I know in the grand scheme of things that getting through this is nothing compared to what others are going through. But to me I'm heartbroken. I know I have posted before and had issues with partner. It's been so hard for the last while due to his stress in building new career. I knew I was on back boiler in his terms and knew career came first. some days he was amazing and others I knew to not ask for much. He is not good with expressing feelings but is good at complaining about things and blaming others. This is what's hurting the most here.
I have tried so hard to make it easy for him. He feels he has. But in the back of my mind i'm always thinking he'll do his usual and get fed up and bored and just look for escapism. He does this a lot when things get tough. I knew everyone does in some manner but he seems to look for it from females. He has done this before. No matter what I say it obviously isn't enough.

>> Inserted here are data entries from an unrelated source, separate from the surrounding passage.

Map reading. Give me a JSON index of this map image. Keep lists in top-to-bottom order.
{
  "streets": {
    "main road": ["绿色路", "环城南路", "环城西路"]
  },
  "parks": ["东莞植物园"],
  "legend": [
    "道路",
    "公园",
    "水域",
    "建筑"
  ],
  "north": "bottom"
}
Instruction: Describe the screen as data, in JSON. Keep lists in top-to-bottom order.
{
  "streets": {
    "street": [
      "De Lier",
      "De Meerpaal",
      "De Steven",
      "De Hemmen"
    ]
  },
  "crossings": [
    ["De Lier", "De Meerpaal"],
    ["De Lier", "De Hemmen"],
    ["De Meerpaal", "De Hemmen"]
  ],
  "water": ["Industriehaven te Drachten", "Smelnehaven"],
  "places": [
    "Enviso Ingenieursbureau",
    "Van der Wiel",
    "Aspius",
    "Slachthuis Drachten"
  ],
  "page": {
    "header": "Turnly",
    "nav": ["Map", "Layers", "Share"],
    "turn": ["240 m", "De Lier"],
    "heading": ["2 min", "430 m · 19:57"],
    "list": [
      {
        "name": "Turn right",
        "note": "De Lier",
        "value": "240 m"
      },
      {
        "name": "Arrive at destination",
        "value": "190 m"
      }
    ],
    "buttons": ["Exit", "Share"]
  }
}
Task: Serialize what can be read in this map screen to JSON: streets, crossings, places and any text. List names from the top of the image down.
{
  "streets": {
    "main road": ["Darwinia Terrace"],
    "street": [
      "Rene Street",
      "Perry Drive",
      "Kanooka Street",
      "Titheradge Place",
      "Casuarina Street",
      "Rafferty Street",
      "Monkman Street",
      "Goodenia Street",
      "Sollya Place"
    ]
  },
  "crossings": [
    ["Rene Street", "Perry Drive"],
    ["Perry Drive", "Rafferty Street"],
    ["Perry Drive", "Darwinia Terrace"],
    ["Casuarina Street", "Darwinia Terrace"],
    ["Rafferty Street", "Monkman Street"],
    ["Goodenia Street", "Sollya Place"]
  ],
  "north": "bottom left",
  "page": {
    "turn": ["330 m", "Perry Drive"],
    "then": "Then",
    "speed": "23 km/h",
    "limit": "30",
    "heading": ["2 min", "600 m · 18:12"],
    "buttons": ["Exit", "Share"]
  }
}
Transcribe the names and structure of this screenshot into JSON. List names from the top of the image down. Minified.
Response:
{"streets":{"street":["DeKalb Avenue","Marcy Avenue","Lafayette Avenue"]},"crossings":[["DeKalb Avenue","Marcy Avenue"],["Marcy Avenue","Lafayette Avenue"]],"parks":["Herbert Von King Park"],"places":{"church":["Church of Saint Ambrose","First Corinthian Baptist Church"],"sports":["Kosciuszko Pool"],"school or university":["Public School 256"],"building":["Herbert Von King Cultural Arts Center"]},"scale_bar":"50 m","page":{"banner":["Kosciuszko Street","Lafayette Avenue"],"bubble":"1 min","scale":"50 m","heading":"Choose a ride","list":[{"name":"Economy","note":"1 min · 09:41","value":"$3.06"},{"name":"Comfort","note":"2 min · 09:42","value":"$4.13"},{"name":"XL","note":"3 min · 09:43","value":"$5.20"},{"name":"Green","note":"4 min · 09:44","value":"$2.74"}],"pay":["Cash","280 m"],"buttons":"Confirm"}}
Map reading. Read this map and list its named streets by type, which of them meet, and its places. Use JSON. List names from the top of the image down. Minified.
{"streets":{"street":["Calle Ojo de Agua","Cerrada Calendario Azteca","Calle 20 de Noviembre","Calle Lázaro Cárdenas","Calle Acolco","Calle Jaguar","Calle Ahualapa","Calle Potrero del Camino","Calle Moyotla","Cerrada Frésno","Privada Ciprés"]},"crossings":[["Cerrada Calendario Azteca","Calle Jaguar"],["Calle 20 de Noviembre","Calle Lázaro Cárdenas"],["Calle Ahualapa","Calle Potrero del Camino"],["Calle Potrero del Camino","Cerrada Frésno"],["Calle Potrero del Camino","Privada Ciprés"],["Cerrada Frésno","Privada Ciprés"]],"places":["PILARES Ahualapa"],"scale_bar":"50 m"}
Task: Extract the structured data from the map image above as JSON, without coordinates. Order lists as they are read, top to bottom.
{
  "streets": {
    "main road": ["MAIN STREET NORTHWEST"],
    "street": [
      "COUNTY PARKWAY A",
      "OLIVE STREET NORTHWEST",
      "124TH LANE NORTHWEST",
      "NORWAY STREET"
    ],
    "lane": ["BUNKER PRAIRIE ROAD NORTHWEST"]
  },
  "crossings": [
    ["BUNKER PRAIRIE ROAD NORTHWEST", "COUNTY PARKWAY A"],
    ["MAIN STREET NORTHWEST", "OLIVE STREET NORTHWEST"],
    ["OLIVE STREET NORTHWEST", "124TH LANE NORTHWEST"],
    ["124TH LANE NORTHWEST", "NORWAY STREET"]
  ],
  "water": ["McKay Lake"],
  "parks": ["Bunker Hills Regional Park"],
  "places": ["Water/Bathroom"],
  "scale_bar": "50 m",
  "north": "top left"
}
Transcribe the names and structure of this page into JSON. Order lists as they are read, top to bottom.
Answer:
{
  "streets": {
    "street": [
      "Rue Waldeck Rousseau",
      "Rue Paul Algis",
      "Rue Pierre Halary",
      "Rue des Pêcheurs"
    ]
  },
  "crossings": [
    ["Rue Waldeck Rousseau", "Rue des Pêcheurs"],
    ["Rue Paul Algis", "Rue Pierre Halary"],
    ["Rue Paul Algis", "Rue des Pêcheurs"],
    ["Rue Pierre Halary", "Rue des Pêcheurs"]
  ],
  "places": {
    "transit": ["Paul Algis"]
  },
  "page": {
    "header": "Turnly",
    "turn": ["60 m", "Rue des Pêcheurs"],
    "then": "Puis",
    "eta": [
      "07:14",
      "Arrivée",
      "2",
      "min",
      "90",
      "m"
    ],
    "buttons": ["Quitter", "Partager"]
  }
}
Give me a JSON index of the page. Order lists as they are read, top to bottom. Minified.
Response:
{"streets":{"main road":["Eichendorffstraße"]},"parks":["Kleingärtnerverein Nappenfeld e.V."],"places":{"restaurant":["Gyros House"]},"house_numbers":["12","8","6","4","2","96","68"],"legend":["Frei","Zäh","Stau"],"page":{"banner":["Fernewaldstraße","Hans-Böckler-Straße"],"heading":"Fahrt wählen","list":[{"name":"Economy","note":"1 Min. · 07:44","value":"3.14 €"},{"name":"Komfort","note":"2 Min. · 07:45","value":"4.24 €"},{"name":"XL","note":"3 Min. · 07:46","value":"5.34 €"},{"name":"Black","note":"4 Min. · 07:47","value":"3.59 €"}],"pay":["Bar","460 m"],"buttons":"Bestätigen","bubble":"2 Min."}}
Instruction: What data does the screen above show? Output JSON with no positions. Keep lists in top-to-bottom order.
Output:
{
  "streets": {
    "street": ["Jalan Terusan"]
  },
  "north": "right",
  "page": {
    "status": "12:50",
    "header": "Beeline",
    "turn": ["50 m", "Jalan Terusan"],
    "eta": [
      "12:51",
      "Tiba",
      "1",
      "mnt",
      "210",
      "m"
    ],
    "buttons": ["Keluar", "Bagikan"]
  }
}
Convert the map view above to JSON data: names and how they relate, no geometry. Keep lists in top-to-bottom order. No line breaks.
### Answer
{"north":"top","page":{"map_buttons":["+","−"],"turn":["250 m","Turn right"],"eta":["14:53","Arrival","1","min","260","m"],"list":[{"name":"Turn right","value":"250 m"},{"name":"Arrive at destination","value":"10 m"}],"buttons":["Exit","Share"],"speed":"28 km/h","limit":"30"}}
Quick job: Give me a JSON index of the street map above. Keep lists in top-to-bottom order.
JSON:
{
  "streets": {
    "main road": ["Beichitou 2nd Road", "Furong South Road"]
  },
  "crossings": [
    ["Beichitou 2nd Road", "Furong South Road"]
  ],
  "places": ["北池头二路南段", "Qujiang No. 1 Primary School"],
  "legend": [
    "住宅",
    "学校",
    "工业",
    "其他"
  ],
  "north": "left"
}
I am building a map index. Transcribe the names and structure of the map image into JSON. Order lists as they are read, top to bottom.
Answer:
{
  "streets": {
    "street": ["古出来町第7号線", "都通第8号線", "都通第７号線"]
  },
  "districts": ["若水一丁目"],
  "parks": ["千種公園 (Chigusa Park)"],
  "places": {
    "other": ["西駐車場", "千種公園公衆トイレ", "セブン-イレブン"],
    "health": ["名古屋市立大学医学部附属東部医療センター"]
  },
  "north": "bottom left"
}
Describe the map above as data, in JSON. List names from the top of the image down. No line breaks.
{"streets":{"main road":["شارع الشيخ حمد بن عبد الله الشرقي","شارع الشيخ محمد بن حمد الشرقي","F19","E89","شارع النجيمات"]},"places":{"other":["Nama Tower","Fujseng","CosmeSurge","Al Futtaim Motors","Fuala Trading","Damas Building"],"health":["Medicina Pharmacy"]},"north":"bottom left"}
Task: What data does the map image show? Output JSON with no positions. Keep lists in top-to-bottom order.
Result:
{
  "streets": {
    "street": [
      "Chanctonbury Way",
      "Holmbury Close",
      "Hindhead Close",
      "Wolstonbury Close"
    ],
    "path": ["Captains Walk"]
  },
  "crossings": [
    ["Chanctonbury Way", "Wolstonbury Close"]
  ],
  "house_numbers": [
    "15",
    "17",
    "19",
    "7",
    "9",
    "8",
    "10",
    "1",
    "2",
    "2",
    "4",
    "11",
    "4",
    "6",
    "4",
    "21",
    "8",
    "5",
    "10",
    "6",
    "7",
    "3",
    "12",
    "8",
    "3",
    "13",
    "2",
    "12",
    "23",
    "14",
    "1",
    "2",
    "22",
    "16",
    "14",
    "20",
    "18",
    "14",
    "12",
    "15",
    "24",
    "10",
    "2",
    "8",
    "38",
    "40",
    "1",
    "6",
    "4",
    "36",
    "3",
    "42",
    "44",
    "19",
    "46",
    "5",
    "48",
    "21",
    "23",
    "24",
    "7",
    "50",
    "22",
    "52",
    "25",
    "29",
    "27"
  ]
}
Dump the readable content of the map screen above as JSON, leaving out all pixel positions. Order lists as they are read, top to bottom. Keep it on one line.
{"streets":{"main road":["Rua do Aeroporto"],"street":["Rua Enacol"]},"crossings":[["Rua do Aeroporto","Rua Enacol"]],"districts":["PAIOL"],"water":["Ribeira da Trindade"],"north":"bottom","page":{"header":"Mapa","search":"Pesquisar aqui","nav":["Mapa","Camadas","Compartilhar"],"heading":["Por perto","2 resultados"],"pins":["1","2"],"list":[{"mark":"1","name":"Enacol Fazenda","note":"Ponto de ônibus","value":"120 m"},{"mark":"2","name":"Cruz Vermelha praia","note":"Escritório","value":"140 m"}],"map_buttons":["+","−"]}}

Today I realised this and I told him after all these years and things not moving forward that ithad to end. He thought it was me just calling bluff, as we have had this before and got over it. But I am tired of expecting normal relationship behaviour. I'm tired of waiting for something bad tohappen. I know this is something I have to work on but unfortunately he has a bad habit of old wandering eye and attention seeking. I have no doubt he has been faithful but to me , making me feel that I can't trust him is something he should beaware of and work on it. No smoke without fire.
So he told me if that was how I feel then that was my decision.
He let me go so easily. I am heartbroken and know thatpart of him is angry here and won't express how he feels. I tried every avenue and explained why and he said sure if that's what you think then you're ending it , not me.
So I have to leave. I can't be with someone who I can't fully trust. I can't bewith someone that I don't fully believe loves me and would never hurt me. He has sworn he wouldn't but I don't believe him. I think his own needs always come first. Hence i'll be hurt.
I love this man and I hoped to have a future with him. But today I had to end it because I couldn't go on feeling this way no matter how much I love him. I can't stop thinking i'll never see him again and it hurts so much. I have had physical pain and worse things to get through but this hurts in a way that my head wants to explode and I just can't seem to see past tmrw. It's horrible. I know i'm tough but this isn't how I saw things going. I want to ring him and say I have made a mistake butI can't. My head won't let me. I have told nobody in real life as I don't want it to feel totally real yet. I just needed to write it out.